参考:Send Emails With Resend | Cloudflare Workers docs
今回は、そのうち必要な部分のみをかいつまんで実装していきます。
依存関係のインストール
まずは依存関係をインストールします。
npm i resend
Resend にドメインを登録
Resend のアカウントを作成し、ドメインを登録します。
アカウントページの Domains から、Add Domain をクリックし、画面の指示に従っていきます。
DNS のセットアップ画面に移行しますので、それぞれすべてを設定する独自ドメインの DNS に設定します。
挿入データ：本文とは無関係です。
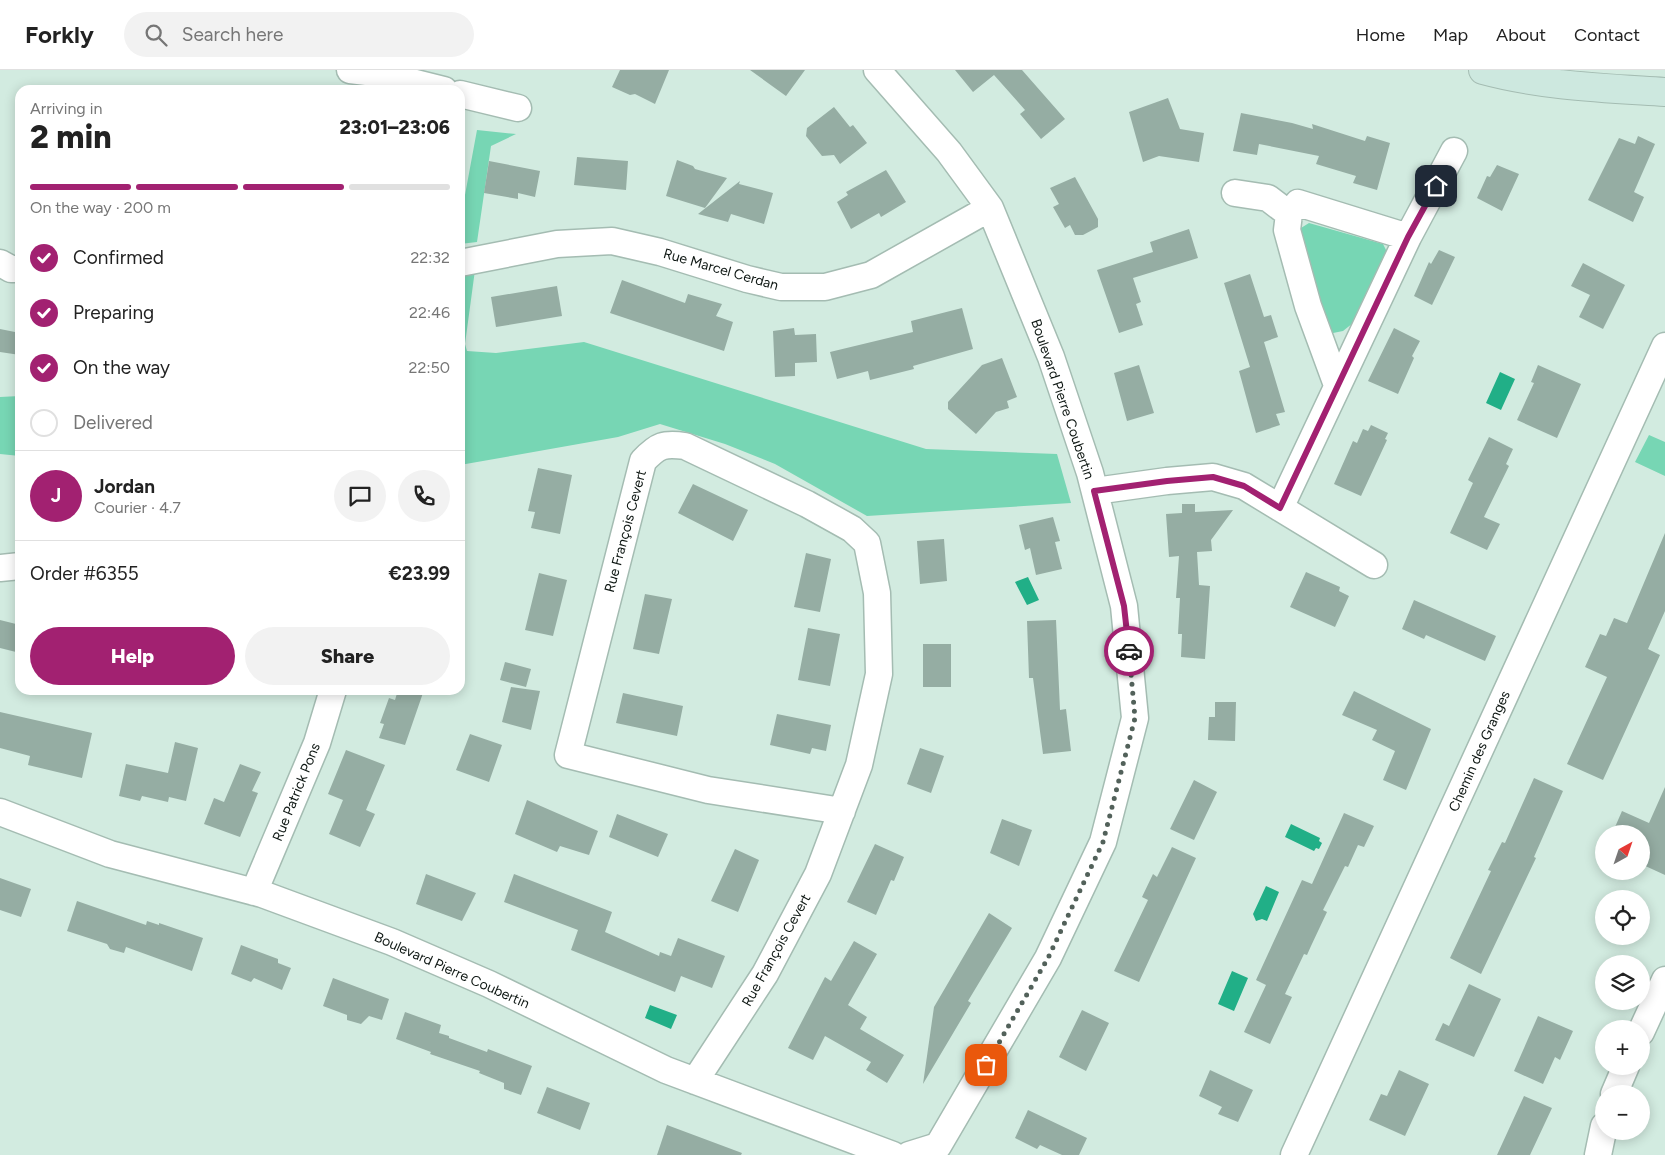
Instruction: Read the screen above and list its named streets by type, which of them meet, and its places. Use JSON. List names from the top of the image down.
{
  "streets": {
    "street": [
      "Rue Marcel Cerdan",
      "Boulevard Pierre Coubertin",
      "Rue François Cevert",
      "Chemin des Granges",
      "Rue Patrick Pons"
    ]
  },
  "crossings": [
    ["Rue Marcel Cerdan", "Boulevard Pierre Coubertin"],
    ["Boulevard Pierre Coubertin", "Rue François Cevert"],
    ["Boulevard Pierre Coubertin", "Rue Patrick Pons"]
  ],
  "north": "top right",
  "page": {
    "header": "Forkly",
    "search": "Search here",
    "nav": [
      "Home",
      "Map",
      "About",
      "Contact"
    ],
    "heading": ["2 min", "Arriving in", "23:01–23:06"],
    "panel": [
      "Jordan",
      "Courier · 4.7",
      "Order #6355",
      "€23.99"
    ],
    "bar": "On the way · 200 m",
    "list": [
      ["Confirmed", "22:32"],
      ["Preparing", "22:46"],
      ["On the way", "22:50"],
      "Delivered"
    ],
    "round": "J",
    "buttons": ["Help", "Share"],
    "map_buttons": ["+", "−"]
  }
}
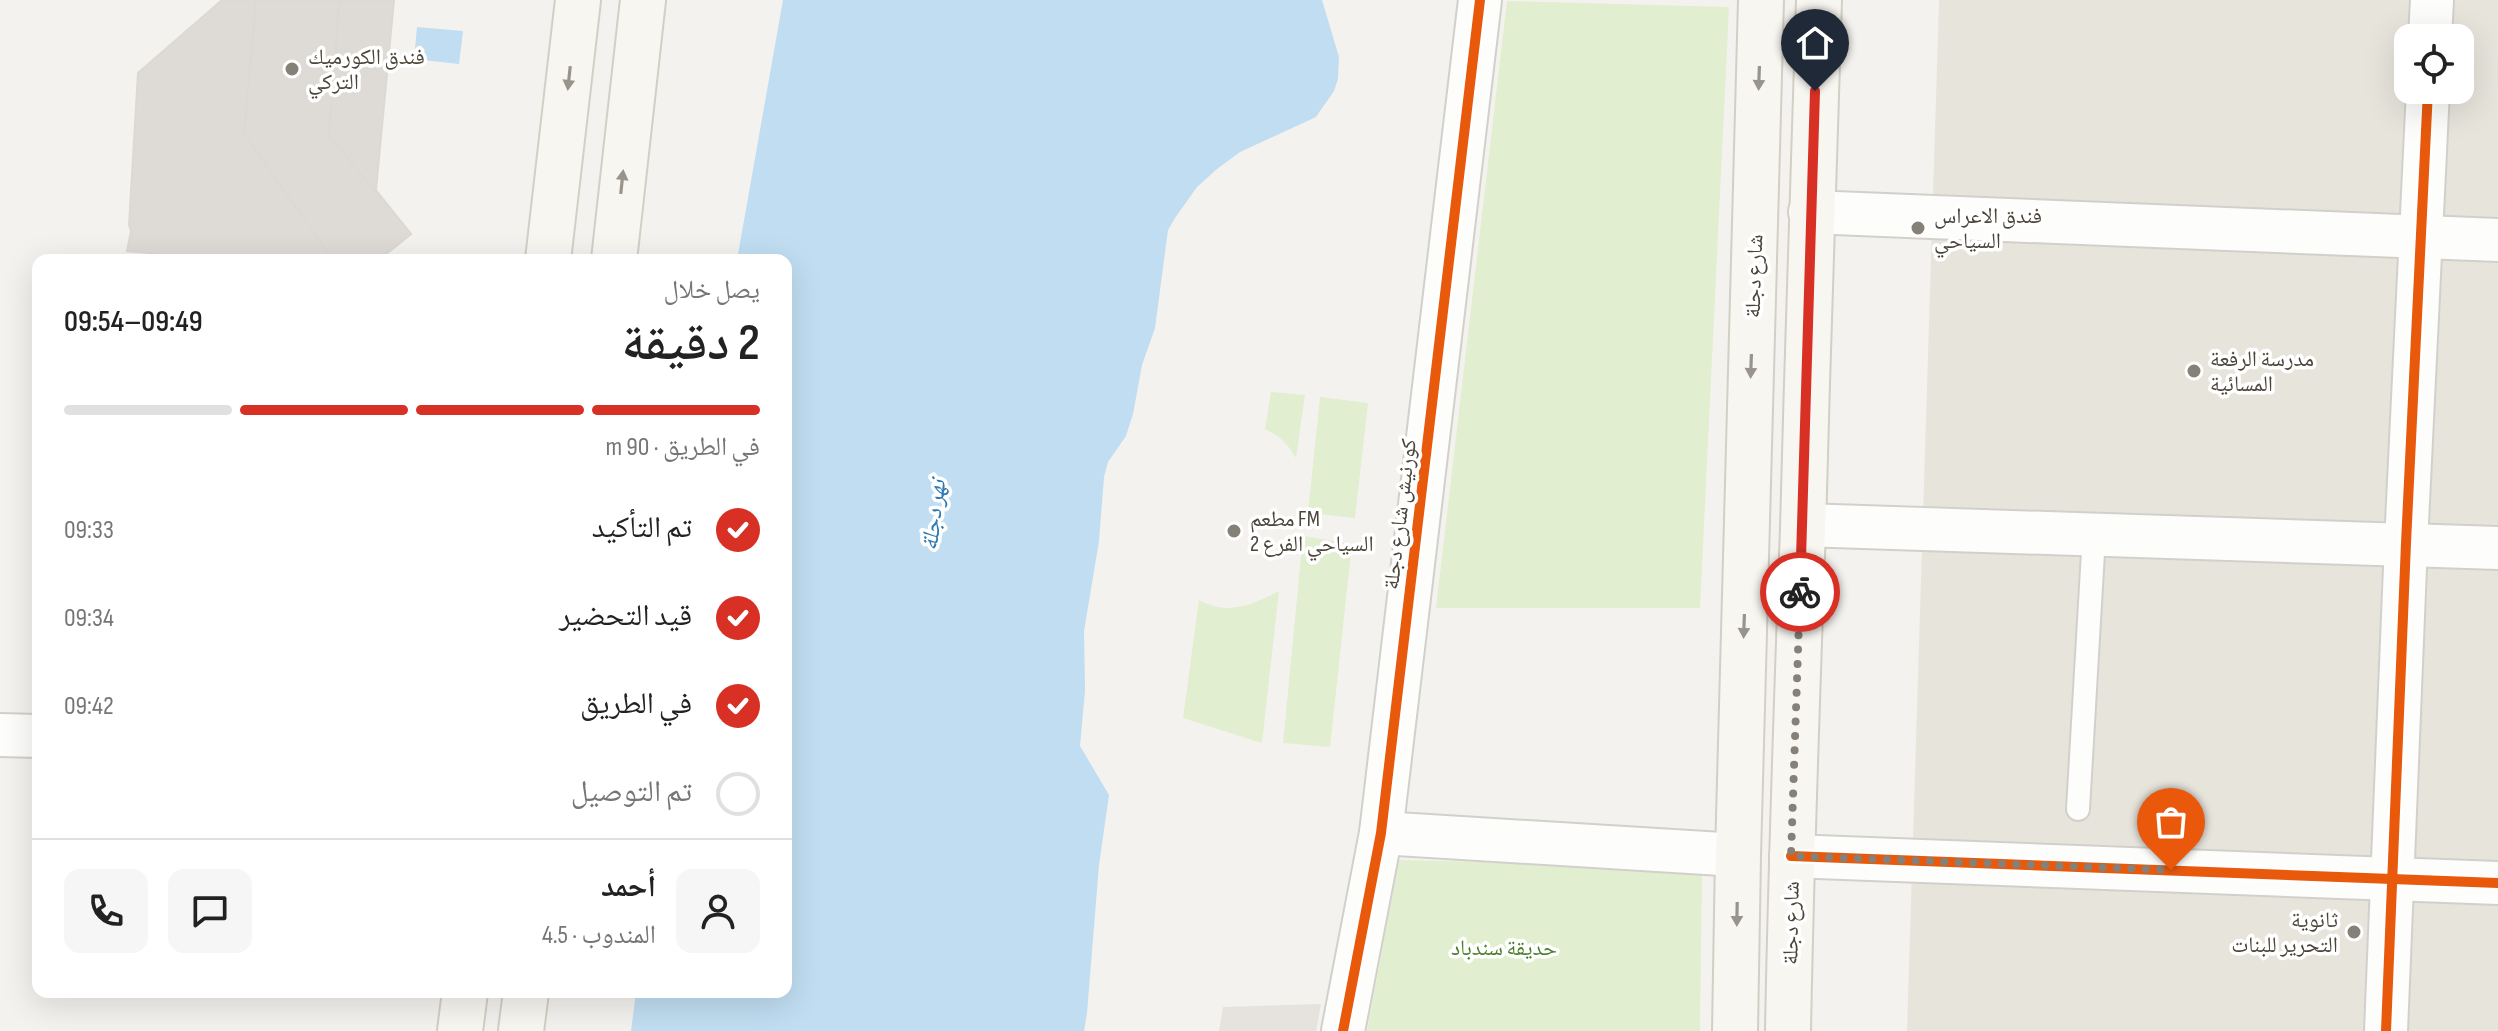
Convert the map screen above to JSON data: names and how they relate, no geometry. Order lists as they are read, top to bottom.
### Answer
{
  "streets": {
    "main road": ["شارع دجلة"],
    "street": ["كورنيش شارع دجلة"]
  },
  "water": ["نهر دجلة"],
  "parks": ["حديقة سندباد"],
  "places": [
    "فندق الكورميك التركي",
    "فندق الاعراس السياحي",
    "مدرسة الرفعة المسائية",
    "مطعم FM السياحي الفرع 2",
    "ثانوية التحرير للبنات"
  ],
  "page": {
    "heading": ["2 دقيقة", "يصل خلال", "09:49–09:54"],
    "panel": ["أحمد", "المندوب · 4.5"],
    "bar": "في الطريق · 90 m",
    "list": [
      ["تم التأكيد", "09:33"],
      ["قيد التحضير", "09:34"],
      ["في الطريق", "09:42"],
      "تم التوصيل"
    ]
  }
}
メール送信の核となる MX レコードのほかに、DMARC(SPF+DKIM) に必要な TXT レコードも指定されます。
しばらくし、ドメインのステータスが Verified になれば完了です!
API Key を発行
Resend のアカウントページから API Keys に遷移し、Create API Key から作成します。
発行した API Key は環境変数に追加しておきます。
RECAPTCHA_SECRET_KEY=xxxxxxxxxxxxxxxx
+ RESEND_API_KEY=xxxxxxxxxxxxxxxx
忘れる前に Cloudflare ダッシュボードにも追加しておきます。
文面の作成
基本的なメールの形態はテキストですが、HTML 版を用意するという手があります。
Svelte でもっとも有名な HTML メール作成ライブラリは svelte-email でしょうか。
しかし、1 年以上メンテナンスされておらず、Svelte5 への対応が行われるか判断がつきません。
安全のため、また HTML メールは Resend の紹介記事において本質でないことから、テキストのみのメールを送信することにします。
守りの姿勢です。
ちなみに、メールの構成要件はシンプルであるため、弊団のホームページでは文字列処理だけで HTML メールを作成する方針としていたりします。
……閑話休題。
メール送信機能は別ファイルに切り出しました。
API Key を用いてクラス Resend
をインスタンス化し、Resend.emails.send()
を呼び出します。
参考:Send Email - Resend
import { Resend } from 'resend';
import { type RequestBody } from './schema';
import { RESEND_API_KEY } from '$env/static/private';
export async function sendEmail(content: RequestBody) {
const resend = new Resend(RESEND_API_KEY);
await resend.emails.send({
from: 'お問い合わせフォーム <webadmin@orch-canvas.tokyo>',
to: [content.email],
cc: 'contact@example.com',
replyTo: 'contact@example.com',
subject: 'お問い合わせを承りました',
text: generateBody(content)
});
}
function generateBody(content: RequestBody): string {
let body: string = `ホームページより、お問い合わせを承りました。
必要に応じてメールにてご返答いたします。
なお、メールアドレスが正しく入力されていない場合、返答いたしかねます。ご了承ください。
* * *
分類:${content.category}
本分:
${content.body}`;
// 名前が送信されている場合、宛名と適当な改行を挿入
if (content.name)
body =
`${content.name}さま
` + body;
return body;
}
……改行含みの文をテンプレートリテラルでやるのはやや可読性に欠けますが……
各行の配列にして .join('\n')
すべきか、悩みどころです。
送信処理を呼び出す
特記することはありません。
粛々とコーデイングします。
import type { Actions, PageServerLoad } from './$types';
+ import { sendEmail } from './emailSender';
import { log } from './logger';
import { verifyCaptcha } from './reCapthaVerifier';
/* 省略 */
export const actions = {
default: async ({ locals, platform, request }) => {
/* 省略 */
// reCAPTCHAを検証
const captchaResult = verifyCaptcha(requestBody.reCaptchaToken);
if (!captchaResult) {
currentStatus = 'invalid captcha';
contactLog.status = statusScheme.parse(currentStatus);
log(platform?.env.DB, contactLog);
return { success: false, message: 'Invalid CAPTCHA token' };
}
- // TODO: メールを送信
+ sendEmail(requestBody);
currentStatus = 'have sent email';
contactLog.status = statusScheme.parse(currentStatus);
log(platform?.env.DB, contactLog);
return { success: true };
}
} satisfies Actions;
これでメール送信機能の核は実装完了です!
おわりに
メール送信機能を構成する技術の複雑さを感じさせない、とてもスマートな API ですね!
これが 100 通/日までは無料で使えるということですから、ありがたい時代になったものです。
このシリーズは以上となります。
様々なアプリケーションの核となる機能を Cloudflare ベースで実装していきました。
この記事が少しでも皆さんのお役に立てば、それほど嬉しいことはありません。